Some, such as Falun Gong, have grown so large and influential that they are seen as a threat to the Communist Party. Falun Gong was banned by the national government nearly two years ago, resulting in a slew of protests and suicides by its members, including the five believers who set themselves afire in Beijing’s Tiananmen Square in January.

A handful of highly skilled Qigong masters, including a man named He Binhui with whom Weiss has studied, are attempting to fight these negative perceptions and prove the practice’s scientific validity by using intense Qigong as a sole treatment for terminal disease.

“For three weeks, these people who were supposedly on their death beds did Qigong with him every day. In that time, they were just totally healed,” Weiss said. “Potentially, there’s no limit to what Qigong can accomplish.”

Weiss does not promise this sort of miraculous healing at his office, the Whole Health Center in Town Hill. His personal qi is not so strong as the Chinese masters who have trained for decades. Rather, he incorporates Qigong into the variety of services the center offers.

Weiss and his then-wife, Alexandra, founded the Whole Health Center in 1981. Both were trained counselors with experience in the social services field and a desire to introduce holistic health care to Hancock County.

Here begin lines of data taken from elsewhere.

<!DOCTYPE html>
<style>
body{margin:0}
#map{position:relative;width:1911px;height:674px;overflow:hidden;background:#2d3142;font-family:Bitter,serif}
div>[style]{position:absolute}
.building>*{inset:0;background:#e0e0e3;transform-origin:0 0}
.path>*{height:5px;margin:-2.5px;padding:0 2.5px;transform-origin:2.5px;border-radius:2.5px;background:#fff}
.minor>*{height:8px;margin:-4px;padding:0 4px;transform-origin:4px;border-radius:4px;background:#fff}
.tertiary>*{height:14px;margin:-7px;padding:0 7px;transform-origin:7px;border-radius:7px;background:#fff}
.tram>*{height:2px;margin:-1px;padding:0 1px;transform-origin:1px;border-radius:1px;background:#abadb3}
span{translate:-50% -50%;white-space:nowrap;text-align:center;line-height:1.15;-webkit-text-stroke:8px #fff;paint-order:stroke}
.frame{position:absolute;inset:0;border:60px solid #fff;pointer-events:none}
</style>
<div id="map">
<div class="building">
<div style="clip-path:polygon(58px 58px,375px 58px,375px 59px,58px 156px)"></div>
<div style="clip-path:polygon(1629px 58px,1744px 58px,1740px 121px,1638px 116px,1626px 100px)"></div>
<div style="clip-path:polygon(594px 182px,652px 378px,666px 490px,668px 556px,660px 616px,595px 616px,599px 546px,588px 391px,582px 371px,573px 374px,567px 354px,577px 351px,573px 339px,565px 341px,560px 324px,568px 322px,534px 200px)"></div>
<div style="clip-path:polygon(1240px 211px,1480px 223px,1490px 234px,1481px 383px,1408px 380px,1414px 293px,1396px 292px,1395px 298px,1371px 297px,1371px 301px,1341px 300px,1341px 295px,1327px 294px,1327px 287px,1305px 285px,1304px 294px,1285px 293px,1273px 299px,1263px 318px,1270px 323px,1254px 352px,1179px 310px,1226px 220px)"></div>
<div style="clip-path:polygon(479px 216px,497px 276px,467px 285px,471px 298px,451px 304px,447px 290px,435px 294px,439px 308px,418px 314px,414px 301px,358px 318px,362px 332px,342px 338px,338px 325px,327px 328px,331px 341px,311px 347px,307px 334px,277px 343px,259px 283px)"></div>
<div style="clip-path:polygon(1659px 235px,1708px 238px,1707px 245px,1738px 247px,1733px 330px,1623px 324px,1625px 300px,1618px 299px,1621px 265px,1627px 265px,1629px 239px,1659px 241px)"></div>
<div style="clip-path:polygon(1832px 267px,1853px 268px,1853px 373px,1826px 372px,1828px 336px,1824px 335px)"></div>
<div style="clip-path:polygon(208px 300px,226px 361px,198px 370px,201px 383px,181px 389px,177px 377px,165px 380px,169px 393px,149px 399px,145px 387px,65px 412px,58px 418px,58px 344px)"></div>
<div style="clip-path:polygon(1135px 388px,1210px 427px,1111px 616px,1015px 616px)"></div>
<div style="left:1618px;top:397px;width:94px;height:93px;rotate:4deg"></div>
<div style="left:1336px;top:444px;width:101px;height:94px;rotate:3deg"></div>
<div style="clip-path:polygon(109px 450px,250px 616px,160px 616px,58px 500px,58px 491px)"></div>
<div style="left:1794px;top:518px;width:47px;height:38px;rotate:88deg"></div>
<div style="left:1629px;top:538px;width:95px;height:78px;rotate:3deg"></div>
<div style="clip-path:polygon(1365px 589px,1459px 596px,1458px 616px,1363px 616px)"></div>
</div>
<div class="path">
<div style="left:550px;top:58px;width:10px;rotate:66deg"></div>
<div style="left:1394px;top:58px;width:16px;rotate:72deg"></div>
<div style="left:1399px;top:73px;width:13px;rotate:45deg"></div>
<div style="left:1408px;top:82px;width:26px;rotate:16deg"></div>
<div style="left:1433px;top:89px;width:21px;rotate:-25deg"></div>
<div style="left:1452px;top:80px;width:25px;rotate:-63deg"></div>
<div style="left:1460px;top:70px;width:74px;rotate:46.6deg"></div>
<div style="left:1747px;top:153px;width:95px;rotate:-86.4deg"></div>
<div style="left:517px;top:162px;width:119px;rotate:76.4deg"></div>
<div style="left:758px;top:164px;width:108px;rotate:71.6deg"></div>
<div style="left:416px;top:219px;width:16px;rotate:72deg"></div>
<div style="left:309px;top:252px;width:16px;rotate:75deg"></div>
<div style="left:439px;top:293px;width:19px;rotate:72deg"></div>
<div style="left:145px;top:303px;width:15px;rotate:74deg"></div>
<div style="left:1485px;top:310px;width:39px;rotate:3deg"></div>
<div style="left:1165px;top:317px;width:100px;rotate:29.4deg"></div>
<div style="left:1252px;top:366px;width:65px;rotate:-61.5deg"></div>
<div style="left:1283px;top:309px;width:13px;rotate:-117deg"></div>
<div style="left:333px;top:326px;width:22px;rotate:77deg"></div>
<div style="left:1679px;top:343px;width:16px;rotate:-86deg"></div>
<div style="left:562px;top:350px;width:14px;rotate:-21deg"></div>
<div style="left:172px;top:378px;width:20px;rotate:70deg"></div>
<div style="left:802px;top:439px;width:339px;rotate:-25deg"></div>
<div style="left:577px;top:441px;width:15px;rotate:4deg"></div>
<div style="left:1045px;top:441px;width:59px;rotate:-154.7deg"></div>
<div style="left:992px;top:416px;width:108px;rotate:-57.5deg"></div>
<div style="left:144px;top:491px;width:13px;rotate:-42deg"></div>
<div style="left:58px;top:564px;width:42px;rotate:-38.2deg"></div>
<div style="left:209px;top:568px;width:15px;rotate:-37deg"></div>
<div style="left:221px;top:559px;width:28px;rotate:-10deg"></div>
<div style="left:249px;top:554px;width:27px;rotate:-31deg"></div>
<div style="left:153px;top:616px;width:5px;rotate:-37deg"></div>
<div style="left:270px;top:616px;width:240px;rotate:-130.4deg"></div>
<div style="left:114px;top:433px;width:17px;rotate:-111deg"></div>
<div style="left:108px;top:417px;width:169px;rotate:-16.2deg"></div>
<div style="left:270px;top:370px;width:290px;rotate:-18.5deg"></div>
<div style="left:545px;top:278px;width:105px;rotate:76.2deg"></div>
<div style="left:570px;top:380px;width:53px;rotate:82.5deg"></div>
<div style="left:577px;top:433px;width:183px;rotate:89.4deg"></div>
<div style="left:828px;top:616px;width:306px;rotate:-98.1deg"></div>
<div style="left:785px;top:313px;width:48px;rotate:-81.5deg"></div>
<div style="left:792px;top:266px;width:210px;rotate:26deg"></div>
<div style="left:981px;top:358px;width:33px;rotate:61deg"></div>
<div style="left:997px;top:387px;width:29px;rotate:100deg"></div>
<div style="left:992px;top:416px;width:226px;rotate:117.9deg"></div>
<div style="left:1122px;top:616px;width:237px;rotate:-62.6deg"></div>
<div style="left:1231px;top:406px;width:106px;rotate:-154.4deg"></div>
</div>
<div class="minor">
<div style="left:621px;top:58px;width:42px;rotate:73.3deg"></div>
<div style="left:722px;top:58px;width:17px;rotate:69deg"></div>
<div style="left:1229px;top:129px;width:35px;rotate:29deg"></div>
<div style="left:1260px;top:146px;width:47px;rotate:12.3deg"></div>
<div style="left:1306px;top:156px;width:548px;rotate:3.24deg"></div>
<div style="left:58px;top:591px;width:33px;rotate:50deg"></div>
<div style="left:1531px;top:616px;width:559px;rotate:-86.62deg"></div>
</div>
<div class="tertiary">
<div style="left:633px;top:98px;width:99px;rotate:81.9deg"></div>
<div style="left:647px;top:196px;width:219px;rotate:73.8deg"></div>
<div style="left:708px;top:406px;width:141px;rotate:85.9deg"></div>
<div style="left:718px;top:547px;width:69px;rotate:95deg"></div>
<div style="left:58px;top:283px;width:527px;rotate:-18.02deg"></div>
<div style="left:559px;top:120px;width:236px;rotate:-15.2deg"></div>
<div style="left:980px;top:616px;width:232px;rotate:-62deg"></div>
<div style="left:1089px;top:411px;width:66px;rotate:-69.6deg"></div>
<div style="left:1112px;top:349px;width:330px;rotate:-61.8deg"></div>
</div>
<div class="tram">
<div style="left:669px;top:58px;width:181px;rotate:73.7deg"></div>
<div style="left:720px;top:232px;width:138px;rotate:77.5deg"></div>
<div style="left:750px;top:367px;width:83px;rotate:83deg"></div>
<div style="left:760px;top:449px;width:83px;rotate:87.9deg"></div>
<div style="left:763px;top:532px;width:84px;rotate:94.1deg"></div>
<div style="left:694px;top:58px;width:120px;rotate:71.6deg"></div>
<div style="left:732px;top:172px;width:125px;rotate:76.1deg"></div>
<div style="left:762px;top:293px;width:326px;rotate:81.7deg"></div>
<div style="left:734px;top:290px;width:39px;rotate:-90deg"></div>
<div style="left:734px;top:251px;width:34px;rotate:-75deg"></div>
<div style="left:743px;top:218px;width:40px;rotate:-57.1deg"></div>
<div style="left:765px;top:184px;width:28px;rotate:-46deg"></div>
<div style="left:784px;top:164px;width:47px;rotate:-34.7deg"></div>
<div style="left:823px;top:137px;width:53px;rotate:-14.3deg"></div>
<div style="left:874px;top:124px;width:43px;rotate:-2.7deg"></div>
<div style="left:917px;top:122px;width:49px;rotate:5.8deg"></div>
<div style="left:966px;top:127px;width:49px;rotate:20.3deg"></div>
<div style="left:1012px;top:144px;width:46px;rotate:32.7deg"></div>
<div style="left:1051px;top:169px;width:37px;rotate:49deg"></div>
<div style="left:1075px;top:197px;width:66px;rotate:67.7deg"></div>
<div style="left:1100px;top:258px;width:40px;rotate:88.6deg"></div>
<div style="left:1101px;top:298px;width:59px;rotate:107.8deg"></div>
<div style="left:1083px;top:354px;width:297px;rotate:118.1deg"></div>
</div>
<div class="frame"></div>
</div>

Today, the center provides individual and couples counseling, several types of massage therapy, visualization and meditation instruction, and workshops in Qigong.

Weiss began to explore the fundamentals of Eastern medicine nearly 40 years ago, when he studied tai chi, the martial arts arm of Qigong, as a college student. He serendipitously discovered its medicinal uses when his massage patients at the center responded to energy therapy.

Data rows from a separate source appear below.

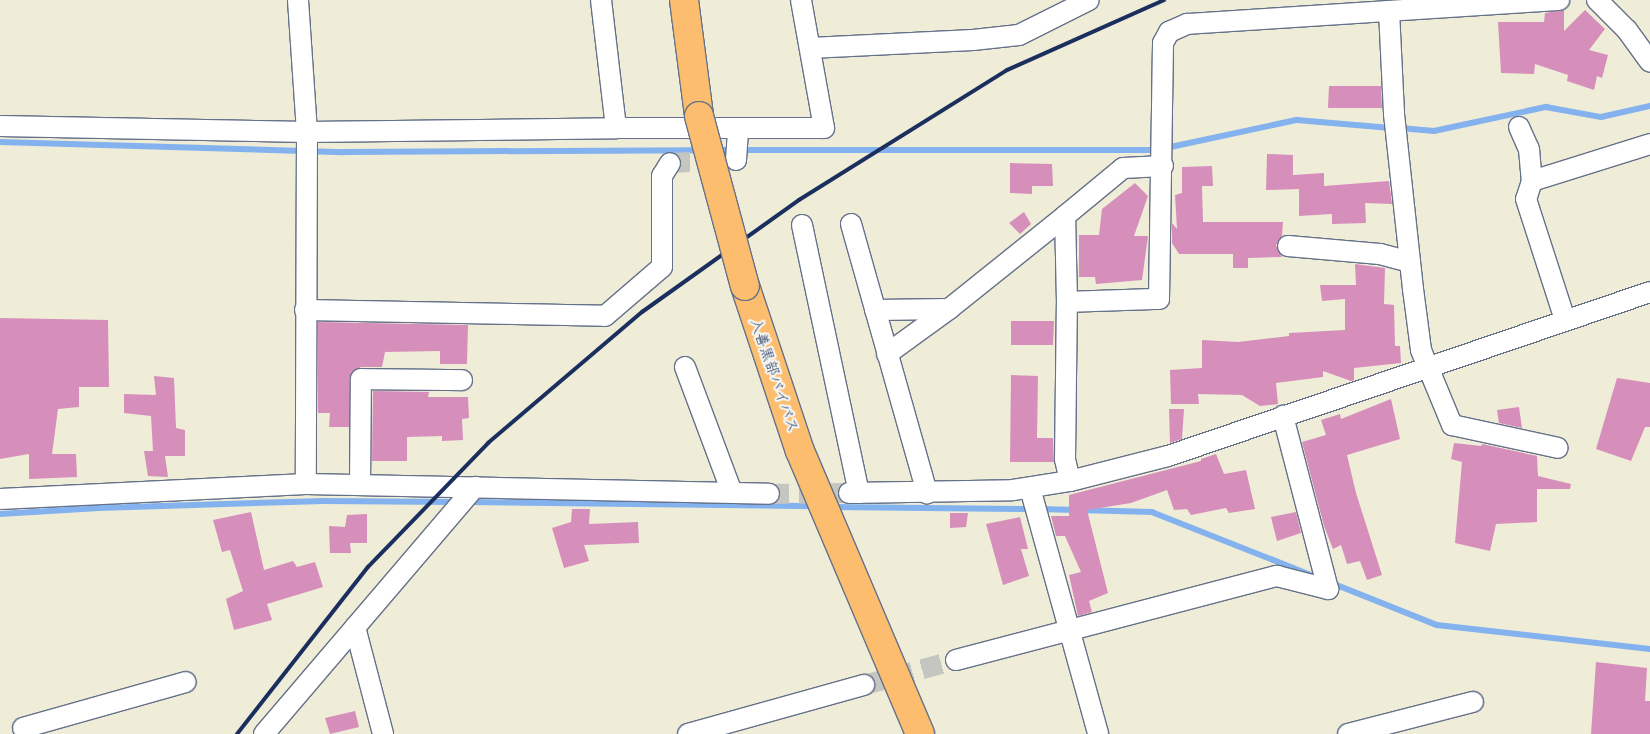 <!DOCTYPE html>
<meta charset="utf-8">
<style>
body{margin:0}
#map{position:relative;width:1650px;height:734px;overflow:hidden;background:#efecd8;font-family:Mali,"Klee One",sans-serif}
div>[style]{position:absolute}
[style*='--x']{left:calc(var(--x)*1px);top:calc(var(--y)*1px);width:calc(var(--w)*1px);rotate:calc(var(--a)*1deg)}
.stream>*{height:5.5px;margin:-2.75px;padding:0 2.75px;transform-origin:2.75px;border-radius:2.75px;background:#83b2ee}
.building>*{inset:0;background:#d68fbb}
.street-tunnel>*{height:20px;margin-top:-10px;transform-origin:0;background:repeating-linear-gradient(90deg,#c5c6c0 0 20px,transparent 0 30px)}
.roads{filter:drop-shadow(1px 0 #657189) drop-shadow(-1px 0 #657189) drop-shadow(0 1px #657189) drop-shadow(0 -1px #657189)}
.street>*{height:20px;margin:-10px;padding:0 10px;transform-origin:10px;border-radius:10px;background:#fff}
.highway>*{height:28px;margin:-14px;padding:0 14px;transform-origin:14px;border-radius:14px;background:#fcbd6f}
.rail>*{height:4px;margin:-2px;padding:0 2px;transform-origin:2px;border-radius:2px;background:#1b2f5e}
.bridges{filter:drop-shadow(1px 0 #657189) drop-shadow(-1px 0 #657189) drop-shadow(0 1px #657189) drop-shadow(0 -1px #657189)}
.highway-bridge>*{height:28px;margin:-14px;padding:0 14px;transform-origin:14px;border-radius:14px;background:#fcbd6f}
span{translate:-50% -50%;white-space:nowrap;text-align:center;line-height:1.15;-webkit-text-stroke:4.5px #f6f6f2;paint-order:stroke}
.street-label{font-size:15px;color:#1b2f5e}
</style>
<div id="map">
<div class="stream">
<i style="--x:1400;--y:128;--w:34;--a:5"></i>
<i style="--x:1434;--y:131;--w:115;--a:-12.1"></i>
<i style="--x:1546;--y:107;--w:56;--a:10.3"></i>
<i style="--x:1601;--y:117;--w:50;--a:-12.7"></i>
<i style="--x:0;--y:142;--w:343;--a:1.7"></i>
<i style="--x:343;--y:152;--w:356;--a:-0.3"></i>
<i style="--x:1166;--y:148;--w:134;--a:-12.1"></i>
<i style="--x:1297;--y:120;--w:94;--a:4.9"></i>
<i style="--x:716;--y:150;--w:441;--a:0"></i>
<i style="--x:468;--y:502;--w:348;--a:0.7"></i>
<i style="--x:833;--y:507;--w:198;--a:0.6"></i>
<i style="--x:1040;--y:509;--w:112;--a:1.5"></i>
<i style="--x:1152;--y:512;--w:174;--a:21.6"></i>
<i style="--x:0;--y:514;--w:99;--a:-3.5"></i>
<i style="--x:99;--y:508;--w:225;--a:-1.8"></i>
<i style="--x:324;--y:501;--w:132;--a:0.4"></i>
<i style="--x:1332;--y:583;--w:113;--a:21.8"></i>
<i style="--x:1437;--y:625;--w:214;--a:6.4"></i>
</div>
<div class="building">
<i style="clip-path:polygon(1564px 10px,1564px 31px,1585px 10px,1605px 29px,1589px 50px,1608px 55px,1602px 78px,1597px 76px,1594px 90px,1567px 81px,1568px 75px,1535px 64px,1534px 74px,1501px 73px,1498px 22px,1544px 22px,1545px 13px)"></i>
<i style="clip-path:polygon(1329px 86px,1381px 86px,1382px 108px,1328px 108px)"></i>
<i style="clip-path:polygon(1267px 154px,1293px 155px,1293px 175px,1324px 173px,1324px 186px,1389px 181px,1392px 204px,1365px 203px,1366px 223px,1332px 224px,1332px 214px,1299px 216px,1299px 189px,1266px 190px)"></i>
<i style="clip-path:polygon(1010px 163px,1052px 164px,1053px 186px,1032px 186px,1032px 194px,1010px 193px)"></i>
<i style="clip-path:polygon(1212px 166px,1213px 186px,1202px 186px,1203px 222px,1283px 222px,1282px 236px,1276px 245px,1282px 257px,1248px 258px,1248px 268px,1233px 268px,1233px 254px,1179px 254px,1172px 243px,1172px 223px,1177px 229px,1175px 195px,1182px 193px,1182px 167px)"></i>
<i style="clip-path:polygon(1135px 183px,1148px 196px,1134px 236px,1148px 236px,1142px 280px,1096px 284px,1095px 277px,1079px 277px,1079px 235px,1099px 235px,1102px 209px)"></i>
<i style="clip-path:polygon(1024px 212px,1031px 224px,1020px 234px,1009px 223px)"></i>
<i style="clip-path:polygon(1355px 264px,1385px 268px,1384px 304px,1394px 305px,1395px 346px,1400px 346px,1401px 363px,1354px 368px,1354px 380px,1351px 381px,1323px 371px,1323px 377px,1276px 383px,1278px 404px,1260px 406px,1242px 395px,1198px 394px,1199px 404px,1171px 404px,1170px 370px,1202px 368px,1202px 340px,1238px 342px,1289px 336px,1289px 333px,1345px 330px,1345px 299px,1322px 301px,1320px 285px,1356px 285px)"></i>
<i style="clip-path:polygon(0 318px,108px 320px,109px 387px,79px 387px,79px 407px,58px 409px,52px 454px,76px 454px,77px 477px,29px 479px,29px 454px,0 459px)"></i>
<i style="clip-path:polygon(1011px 321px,1054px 321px,1053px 345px,1011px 345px)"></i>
<i style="clip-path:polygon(318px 322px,468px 325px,467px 364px,440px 364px,440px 351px,385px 352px,382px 367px,361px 367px,351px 373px,349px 427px,329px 427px,330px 413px,318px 413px)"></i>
<i style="clip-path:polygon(1011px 375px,1038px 376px,1037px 438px,1053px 438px,1054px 462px,1010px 462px)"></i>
<i style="clip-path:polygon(154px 376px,174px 378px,176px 428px,185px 430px,185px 456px,165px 456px,168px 477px,148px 476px,144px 451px,153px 451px,151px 416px,124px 413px,124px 394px,156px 395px)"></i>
<i style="clip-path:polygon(1617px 378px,1650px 383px,1650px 427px,1645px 427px,1631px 461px,1596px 449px)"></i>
<i style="clip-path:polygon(373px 391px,429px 392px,428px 397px,468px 397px,469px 418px,462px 419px,463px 440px,442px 441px,442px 436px,407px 437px,407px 461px,372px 461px)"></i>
<i style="clip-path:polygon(1391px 399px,1400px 439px,1347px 455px,1356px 493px,1382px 575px,1367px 580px,1360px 561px,1347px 564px,1341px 545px,1333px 549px,1324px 526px,1302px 442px,1326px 435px,1321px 420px,1340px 414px,1341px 419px)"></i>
<i style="clip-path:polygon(1519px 407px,1522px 428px,1499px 423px,1497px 410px)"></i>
<i style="clip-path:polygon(1169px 409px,1184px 409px,1182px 439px,1170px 443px)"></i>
<i style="clip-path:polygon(1454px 443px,1481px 446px,1482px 444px,1537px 456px,1538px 476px,1571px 484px,1570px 489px,1537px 489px,1537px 522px,1496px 524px,1490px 551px,1455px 543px,1462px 462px,1451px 459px)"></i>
<i style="clip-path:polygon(1216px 454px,1224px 474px,1246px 470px,1255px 509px,1229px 513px,1226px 508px,1191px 515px,1187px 509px,1174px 510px,1167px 490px,1131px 503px,1087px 510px,1108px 593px,1089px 601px,1092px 612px,1078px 616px,1069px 575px,1081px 572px,1065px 536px,1056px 536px,1051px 516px,1069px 516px,1069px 495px,1201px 461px,1201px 459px)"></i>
<i style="clip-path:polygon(572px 509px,590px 509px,589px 524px,638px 522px,639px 543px,584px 545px,589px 561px,564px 568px,552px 528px,571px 522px)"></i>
<i style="clip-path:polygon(251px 512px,264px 570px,293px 561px,297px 567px,315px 562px,323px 587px,267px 604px,272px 620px,234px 630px,226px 599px,243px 591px,230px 550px,222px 552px,213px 520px)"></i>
<i style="clip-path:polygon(1296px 512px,1301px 533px,1277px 541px,1271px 517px)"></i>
<i style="clip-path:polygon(950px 513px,968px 513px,966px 527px,950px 528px)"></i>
<i style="clip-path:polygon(367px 514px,367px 543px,350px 543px,351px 553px,330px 553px,329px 526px,345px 527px,347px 515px)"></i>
<i style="clip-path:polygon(1020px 517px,1028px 549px,1021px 549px,1029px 576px,1003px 585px,986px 524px)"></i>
<i style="clip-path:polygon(1596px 662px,1647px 668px,1645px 701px,1650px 701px,1650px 734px,1591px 734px)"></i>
<i style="clip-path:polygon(355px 711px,359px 727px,330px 734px,325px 718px)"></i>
</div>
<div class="street-tunnel">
<i style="--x:670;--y:163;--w:66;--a:-2.6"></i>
<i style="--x:769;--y:494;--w:80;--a:-0.7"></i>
<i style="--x:864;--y:685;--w:95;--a:-15.2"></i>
</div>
<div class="roads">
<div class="street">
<i style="--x:298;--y:0;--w:132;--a:86.1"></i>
<i style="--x:307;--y:132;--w:352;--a:90.2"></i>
<i style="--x:601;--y:0;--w:129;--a:83.3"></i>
<i style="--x:616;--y:128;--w:208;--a:0"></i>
<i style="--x:824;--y:128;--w:130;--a:-100.2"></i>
<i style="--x:1597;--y:0;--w:42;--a:45"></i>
<i style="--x:1627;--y:30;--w:39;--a:54"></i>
<i style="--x:1389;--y:11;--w:103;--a:87.2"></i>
<i style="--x:1394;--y:114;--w:176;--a:83.8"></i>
<i style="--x:1413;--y:289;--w:62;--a:82.5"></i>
<i style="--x:1421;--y:350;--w:18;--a:68"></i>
<i style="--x:1428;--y:367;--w:63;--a:67.5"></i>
<i style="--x:1452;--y:425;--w:108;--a:12.2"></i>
<i style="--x:810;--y:48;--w:163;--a:-2.8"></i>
<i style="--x:973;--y:40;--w:46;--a:-6.2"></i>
<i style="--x:1019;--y:35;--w:78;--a:-26.6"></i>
<i style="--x:0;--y:126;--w:307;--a:1.1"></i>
<i style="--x:307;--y:132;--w:309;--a:-0.7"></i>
<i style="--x:1519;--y:127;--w:24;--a:66"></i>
<i style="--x:1529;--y:149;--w:32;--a:85"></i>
<i style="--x:1532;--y:181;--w:19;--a:108"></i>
<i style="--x:1526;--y:199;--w:127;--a:72.1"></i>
<i style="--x:736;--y:160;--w:32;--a:-86"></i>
<i style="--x:1532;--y:181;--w:124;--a:-17.4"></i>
<i style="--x:851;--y:224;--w:280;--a:74.2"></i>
<i style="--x:802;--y:225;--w:274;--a:78"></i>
<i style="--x:1288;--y:246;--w:92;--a:5"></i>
<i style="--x:1380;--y:254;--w:31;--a:15"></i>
<i style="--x:1067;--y:302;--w:86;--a:-91.3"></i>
<i style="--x:1065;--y:216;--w:75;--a:-39.6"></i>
<i style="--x:1123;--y:168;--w:40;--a:-2.9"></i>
<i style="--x:305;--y:310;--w:300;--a:1.1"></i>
<i style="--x:605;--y:316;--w:75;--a:-40.7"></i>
<i style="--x:662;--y:267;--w:91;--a:-90"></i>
<i style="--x:662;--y:176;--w:15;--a:-58"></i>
<i style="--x:875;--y:310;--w:74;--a:-0.8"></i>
<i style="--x:949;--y:309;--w:149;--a:-38.7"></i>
<i style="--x:887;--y:354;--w:77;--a:-36"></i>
<i style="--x:685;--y:367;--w:134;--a:69.5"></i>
<i style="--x:1070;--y:481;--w:23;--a:-103"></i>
<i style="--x:1065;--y:459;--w:157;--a:-89.3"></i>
<i style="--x:1067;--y:302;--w:92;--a:-1.9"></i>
<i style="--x:1159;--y:299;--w:256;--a:-89.1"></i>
<i style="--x:1163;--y:43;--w:13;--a:-61"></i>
<i style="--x:1169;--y:32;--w:20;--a:-24"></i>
<i style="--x:1187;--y:24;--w:373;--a:-3.7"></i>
<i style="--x:360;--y:485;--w:106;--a:-89.5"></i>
<i style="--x:361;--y:379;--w:101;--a:0.6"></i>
<i style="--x:1030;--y:488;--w:255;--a:74.5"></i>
<i style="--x:849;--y:493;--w:164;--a:-1"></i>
<i style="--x:1013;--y:490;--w:58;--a:-9"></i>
<i style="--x:1070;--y:481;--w:101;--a:-14.3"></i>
<i style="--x:1168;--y:456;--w:509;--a:-18.79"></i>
<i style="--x:0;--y:499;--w:306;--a:-2.8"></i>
<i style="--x:306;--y:484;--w:463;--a:1.2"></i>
<i style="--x:355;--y:627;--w:111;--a:75.3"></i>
<i style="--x:956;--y:660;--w:332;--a:-14.7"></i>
<i style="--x:1277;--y:576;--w:53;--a:14.3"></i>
<i style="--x:1328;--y:589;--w:179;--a:-104.6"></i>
<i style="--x:23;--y:728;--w:169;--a:-15.8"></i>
<i style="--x:264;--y:734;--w:325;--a:-49.5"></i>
<i style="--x:688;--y:734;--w:183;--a:-15.6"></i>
<i style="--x:1348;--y:734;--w:129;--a:-14.4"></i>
</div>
<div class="highway">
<i style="--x:684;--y:0;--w:117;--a:82.6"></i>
<i style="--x:745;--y:286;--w:174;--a:71.6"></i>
<i style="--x:800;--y:451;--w:307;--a:67"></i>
</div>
</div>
<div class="rail">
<i style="--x:237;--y:734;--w:212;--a:-51.9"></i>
<i style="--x:368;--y:567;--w:173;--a:-45.9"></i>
<i style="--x:488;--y:443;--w:202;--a:-40.4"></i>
<i style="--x:642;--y:312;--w:193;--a:-35.5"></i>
<i style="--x:799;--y:200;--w:245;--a:-32"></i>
<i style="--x:1007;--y:70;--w:172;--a:-24"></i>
</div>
<div class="bridges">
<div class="highway-bridge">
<i style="--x:699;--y:116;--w:176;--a:74.9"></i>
</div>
</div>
<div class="street-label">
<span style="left:775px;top:375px;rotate:71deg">入善黒部バイパス</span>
</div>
</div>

“I found myself more and more working with my hands above the body, with energies – my hand spontaneously moving in certain ways,” Weiss said. “I wondered: Is this all malarkey or am I really feeling something?”

Then Weiss saw a Qigong healer on a public television documentary making the same precise movements above the body of a patient. That show inspired a craving to experience the ancient culture and in May 1994, Weiss made his first nine-day visit to China.

Since, Weiss has returned five times, bringing a handful of his students to study with Wan and other Chinese physicians.

His May trip will offer participants the opportunity to learn basic Qigong and become certified by Wan, while they tour the country’s cultural and historical sites for two weeks.

“I assure you, there will be no more satisfying or spirit-opening way of experiencing China than through the medium of Qigong study,” Weiss writes in his tour brochure. “This trip is designed to nurture you geographically, culturally, spiritually and above all, with days of warm friendship.”